▸ Task statement
With no word left out, write out the entire listing.
____
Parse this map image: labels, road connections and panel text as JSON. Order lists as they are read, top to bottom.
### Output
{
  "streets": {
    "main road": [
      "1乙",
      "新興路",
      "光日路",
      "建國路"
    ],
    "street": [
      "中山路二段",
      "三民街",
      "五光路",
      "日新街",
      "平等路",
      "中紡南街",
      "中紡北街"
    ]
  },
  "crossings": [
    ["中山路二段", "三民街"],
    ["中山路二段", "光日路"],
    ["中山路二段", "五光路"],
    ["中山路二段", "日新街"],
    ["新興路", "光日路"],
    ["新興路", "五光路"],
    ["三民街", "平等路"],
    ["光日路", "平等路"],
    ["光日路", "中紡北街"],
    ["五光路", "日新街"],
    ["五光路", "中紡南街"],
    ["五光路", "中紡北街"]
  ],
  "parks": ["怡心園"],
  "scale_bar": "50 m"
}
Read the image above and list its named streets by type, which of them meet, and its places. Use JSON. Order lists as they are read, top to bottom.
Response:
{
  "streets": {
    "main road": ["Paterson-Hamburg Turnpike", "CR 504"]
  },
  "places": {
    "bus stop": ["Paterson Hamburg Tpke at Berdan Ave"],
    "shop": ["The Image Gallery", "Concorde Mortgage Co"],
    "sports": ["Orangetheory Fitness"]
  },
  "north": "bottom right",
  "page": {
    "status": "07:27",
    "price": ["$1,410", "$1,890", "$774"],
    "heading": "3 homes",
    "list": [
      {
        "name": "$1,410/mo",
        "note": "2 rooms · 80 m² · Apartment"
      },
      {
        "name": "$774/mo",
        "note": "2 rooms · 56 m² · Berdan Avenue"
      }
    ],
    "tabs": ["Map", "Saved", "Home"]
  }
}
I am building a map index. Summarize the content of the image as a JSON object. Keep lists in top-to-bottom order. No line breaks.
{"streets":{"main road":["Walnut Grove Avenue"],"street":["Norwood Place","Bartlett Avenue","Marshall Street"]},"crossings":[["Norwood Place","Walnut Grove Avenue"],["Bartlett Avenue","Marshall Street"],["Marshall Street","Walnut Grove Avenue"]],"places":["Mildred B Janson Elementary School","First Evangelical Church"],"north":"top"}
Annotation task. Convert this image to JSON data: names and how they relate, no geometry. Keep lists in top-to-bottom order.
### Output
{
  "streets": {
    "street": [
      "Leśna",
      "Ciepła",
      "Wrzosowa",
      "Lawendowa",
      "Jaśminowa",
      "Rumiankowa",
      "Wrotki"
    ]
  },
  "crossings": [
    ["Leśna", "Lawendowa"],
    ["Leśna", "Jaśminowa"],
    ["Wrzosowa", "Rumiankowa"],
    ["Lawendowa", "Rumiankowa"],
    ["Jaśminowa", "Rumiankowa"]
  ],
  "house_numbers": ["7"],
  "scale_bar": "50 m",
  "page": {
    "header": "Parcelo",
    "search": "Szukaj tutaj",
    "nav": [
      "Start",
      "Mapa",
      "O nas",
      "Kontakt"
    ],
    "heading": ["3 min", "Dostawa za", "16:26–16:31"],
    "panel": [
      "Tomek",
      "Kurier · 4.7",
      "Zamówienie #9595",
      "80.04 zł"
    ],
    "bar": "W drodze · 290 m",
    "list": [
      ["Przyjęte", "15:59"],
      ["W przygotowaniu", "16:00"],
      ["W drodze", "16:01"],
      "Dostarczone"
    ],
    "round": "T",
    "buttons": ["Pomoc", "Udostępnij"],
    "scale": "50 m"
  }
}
____
▸ Task output
Parse this map image: labels, road connections and panel text as JSON. Order lists as they are read, top to bottom.
### Output
{
  "streets": {
    "main road": [
      "1乙",
      "新興路",
      "光日路",
      "建國路"
    ],
    "street": [
      "中山路二段",
      "三民街",
      "五光路",
      "日新街",
      "平等路",
      "中紡南街",
      "中紡北街"
    ]
  },
  "crossings": [
    ["中山路二段", "三民街"],
    ["中山路二段", "光日路"],
    ["中山路二段", "五光路"],
    ["中山路二段", "日新街"],
    ["新興路", "光日路"],
    ["新興路", "五光路"],
    ["三民街", "平等路"],
    ["光日路", "平等路"],
    ["光日路", "中紡北街"],
    ["五光路", "日新街"],
    ["五光路", "中紡南街"],
    ["五光路", "中紡北街"]
  ],
  "parks": ["怡心園"],
  "scale_bar": "50 m"
}
Read the image above and list its named streets by type, which of them meet, and its places. Use JSON. Order lists as they are read, top to bottom.
Response:
{
  "streets": {
    "main road": ["Paterson-Hamburg Turnpike", "CR 504"]
  },
  "places": {
    "bus stop": ["Paterson Hamburg Tpke at Berdan Ave"],
    "shop": ["The Image Gallery", "Concorde Mortgage Co"],
    "sports": ["Orangetheory Fitness"]
  },
  "north": "bottom right",
  "page": {
    "status": "07:27",
    "price": ["$1,410", "$1,890", "$774"],
    "heading": "3 homes",
    "list": [
      {
        "name": "$1,410/mo",
        "note": "2 rooms · 80 m² · Apartment"
      },
      {
        "name": "$774/mo",
        "note": "2 rooms · 56 m² · Berdan Avenue"
      }
    ],
    "tabs": ["Map", "Saved", "Home"]
  }
}
I am building a map index. Summarize the content of the image as a JSON object. Keep lists in top-to-bottom order. No line breaks.
{"streets":{"main road":["Walnut Grove Avenue"],"street":["Norwood Place","Bartlett Avenue","Marshall Street"]},"crossings":[["Norwood Place","Walnut Grove Avenue"],["Bartlett Avenue","Marshall Street"],["Marshall Street","Walnut Grove Avenue"]],"places":["Mildred B Janson Elementary School","First Evangelical Church"],"north":"top"}
Annotation task. Convert this image to JSON data: names and how they relate, no geometry. Keep lists in top-to-bottom order.
### Output
{
  "streets": {
    "street": [
      "Leśna",
      "Ciepła",
      "Wrzosowa",
      "Lawendowa",
      "Jaśminowa",
      "Rumiankowa",
      "Wrotki"
    ]
  },
  "crossings": [
    ["Leśna", "Lawendowa"],
    ["Leśna", "Jaśminowa"],
    ["Wrzosowa", "Rumiankowa"],
    ["Lawendowa", "Rumiankowa"],
    ["Jaśminowa", "Rumiankowa"]
  ],
  "house_numbers": ["7"],
  "scale_bar": "50 m",
  "page": {
    "header": "Parcelo",
    "search": "Szukaj tutaj",
    "nav": [
      "Start",
      "Mapa",
      "O nas",
      "Kontakt"
    ],
    "heading": ["3 min", "Dostawa za", "16:26–16:31"],
    "panel": [
      "Tomek",
      "Kurier · 4.7",
      "Zamówienie #9595",
      "80.04 zł"
    ],
    "bar": "W drodze · 290 m",
    "list": [
      ["Przyjęte", "15:59"],
      ["W przygotowaniu", "16:00"],
      ["W drodze", "16:01"],
      "Dostarczone"
    ],
    "round": "T",
    "buttons": ["Pomoc", "Udostępnij"],
    "scale": "50 m"
  }
}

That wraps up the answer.